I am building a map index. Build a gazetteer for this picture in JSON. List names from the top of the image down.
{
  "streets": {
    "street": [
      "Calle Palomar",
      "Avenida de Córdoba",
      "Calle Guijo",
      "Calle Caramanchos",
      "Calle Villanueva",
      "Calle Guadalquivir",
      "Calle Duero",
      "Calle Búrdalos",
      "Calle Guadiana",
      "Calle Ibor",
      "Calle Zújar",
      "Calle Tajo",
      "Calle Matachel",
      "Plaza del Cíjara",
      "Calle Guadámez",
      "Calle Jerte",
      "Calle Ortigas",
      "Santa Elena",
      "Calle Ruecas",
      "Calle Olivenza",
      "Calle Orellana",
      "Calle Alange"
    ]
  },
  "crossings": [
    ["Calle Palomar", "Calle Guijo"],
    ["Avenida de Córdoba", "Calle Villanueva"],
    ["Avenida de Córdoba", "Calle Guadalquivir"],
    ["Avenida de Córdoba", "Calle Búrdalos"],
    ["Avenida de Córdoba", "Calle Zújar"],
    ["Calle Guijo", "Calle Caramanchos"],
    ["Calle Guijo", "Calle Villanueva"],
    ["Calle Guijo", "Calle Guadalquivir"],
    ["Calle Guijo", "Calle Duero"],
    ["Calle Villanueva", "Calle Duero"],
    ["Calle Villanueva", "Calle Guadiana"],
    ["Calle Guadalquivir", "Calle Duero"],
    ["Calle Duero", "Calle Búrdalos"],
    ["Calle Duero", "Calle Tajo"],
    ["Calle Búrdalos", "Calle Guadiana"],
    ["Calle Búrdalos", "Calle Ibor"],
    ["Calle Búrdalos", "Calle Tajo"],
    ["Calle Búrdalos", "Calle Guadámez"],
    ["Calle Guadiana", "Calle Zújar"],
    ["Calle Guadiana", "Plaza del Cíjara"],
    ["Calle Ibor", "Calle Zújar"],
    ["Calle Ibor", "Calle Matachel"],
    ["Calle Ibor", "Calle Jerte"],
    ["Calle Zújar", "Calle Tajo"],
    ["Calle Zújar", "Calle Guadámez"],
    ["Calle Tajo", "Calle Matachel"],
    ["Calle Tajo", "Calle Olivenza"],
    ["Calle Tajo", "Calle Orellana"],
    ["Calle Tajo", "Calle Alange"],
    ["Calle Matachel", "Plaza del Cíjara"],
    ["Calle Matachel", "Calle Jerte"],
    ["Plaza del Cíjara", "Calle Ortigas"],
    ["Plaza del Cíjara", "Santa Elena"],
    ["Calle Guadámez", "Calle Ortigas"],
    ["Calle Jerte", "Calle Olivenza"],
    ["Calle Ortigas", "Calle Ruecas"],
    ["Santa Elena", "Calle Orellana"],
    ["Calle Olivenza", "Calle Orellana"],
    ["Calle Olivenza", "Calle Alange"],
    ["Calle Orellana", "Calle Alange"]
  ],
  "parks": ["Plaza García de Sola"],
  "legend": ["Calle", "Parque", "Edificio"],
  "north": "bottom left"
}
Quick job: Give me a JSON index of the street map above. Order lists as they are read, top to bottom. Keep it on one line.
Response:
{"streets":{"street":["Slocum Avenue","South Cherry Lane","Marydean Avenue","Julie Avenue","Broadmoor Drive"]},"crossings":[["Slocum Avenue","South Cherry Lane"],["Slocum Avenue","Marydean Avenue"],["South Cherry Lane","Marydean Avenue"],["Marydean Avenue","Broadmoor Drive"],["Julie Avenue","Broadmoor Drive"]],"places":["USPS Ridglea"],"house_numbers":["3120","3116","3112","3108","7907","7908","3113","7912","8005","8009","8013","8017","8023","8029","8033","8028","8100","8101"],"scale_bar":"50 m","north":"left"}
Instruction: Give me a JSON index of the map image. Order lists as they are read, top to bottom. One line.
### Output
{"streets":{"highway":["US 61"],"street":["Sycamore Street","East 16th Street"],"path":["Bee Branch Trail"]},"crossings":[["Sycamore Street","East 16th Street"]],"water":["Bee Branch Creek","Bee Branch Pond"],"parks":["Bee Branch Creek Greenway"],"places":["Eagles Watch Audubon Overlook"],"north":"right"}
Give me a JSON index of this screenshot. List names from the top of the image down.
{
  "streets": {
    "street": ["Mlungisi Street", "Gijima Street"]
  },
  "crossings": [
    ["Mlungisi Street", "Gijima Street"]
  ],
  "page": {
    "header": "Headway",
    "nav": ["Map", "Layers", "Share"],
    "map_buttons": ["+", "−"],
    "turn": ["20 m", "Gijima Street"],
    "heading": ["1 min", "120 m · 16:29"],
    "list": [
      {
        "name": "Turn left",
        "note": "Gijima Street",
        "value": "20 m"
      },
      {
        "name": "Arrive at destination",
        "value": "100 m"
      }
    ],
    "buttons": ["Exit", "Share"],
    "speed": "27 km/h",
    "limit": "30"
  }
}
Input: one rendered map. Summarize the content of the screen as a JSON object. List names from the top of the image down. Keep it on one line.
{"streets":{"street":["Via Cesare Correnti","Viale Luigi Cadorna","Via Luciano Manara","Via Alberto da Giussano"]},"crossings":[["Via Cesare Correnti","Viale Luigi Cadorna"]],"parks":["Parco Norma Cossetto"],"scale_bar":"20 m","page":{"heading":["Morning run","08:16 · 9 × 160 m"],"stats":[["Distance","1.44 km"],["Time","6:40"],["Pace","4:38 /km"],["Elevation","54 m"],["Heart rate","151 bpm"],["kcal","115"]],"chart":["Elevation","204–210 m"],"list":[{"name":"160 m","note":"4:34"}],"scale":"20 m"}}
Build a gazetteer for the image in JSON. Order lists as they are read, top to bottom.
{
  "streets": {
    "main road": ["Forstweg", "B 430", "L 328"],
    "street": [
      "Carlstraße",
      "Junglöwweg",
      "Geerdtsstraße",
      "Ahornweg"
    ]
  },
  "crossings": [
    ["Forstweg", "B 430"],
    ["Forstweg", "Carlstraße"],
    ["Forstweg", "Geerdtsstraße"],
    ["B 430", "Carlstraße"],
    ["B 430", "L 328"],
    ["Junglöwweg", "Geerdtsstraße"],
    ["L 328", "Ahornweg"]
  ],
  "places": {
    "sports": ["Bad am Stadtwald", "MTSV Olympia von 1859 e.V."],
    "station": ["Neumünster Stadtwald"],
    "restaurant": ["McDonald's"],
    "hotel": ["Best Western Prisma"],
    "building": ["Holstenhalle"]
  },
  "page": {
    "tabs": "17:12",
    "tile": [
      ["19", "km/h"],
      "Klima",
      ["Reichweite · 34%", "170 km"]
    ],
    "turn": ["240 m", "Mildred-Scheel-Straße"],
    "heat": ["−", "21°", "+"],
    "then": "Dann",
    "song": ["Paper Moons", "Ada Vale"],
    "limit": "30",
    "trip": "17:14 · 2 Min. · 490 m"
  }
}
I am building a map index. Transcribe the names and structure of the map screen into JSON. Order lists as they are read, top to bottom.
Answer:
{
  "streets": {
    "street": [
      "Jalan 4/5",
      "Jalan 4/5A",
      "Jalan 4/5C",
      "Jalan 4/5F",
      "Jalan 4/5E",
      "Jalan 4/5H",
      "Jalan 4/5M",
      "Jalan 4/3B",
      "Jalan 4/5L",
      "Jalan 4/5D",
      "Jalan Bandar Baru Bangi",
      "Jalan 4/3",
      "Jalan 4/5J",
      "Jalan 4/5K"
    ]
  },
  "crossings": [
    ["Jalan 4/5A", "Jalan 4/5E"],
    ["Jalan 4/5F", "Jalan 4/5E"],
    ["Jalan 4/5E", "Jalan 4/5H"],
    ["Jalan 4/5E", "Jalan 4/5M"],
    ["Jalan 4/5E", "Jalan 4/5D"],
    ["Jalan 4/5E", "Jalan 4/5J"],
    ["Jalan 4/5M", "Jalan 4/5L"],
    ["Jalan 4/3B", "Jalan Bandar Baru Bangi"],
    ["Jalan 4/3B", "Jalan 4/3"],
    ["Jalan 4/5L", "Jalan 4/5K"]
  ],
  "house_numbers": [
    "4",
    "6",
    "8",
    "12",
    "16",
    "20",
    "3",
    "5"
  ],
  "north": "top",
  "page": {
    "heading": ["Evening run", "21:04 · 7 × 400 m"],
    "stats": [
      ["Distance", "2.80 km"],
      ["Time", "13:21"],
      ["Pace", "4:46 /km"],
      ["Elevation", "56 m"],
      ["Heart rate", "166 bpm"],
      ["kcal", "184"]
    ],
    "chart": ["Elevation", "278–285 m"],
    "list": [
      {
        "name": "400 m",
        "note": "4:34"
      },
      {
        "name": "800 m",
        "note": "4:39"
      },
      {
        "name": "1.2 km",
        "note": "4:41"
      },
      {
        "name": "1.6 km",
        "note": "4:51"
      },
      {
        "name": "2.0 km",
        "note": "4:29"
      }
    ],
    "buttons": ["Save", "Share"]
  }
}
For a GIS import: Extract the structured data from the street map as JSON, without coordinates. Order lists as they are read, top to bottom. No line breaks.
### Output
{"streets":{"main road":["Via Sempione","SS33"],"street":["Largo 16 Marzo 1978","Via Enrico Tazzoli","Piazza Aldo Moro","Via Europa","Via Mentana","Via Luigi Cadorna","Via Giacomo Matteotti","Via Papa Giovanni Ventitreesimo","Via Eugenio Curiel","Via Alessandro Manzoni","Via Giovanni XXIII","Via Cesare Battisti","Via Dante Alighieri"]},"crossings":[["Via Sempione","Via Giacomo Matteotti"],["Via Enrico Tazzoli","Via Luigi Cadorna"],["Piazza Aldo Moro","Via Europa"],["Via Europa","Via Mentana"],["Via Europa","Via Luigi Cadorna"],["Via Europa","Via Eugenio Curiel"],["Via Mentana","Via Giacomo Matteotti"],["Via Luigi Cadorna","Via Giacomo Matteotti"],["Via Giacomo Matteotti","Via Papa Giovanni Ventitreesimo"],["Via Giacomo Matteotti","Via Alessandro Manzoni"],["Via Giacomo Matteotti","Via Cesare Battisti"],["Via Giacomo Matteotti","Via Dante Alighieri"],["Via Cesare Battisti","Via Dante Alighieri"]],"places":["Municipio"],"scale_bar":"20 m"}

• • • • •

● DIRECTIONS FOR THIS TASK
Each line in the listing above that includes "Guijo" is to be copied.

● WORKED SOLUTION
      "Calle Guijo",
    ["Calle Palomar", "Calle Guijo"],
    ["Calle Guijo", "Calle Caramanchos"],
    ["Calle Guijo", "Calle Villanueva"],
    ["Calle Guijo", "Calle Guadalquivir"],
    ["Calle Guijo", "Calle Duero"],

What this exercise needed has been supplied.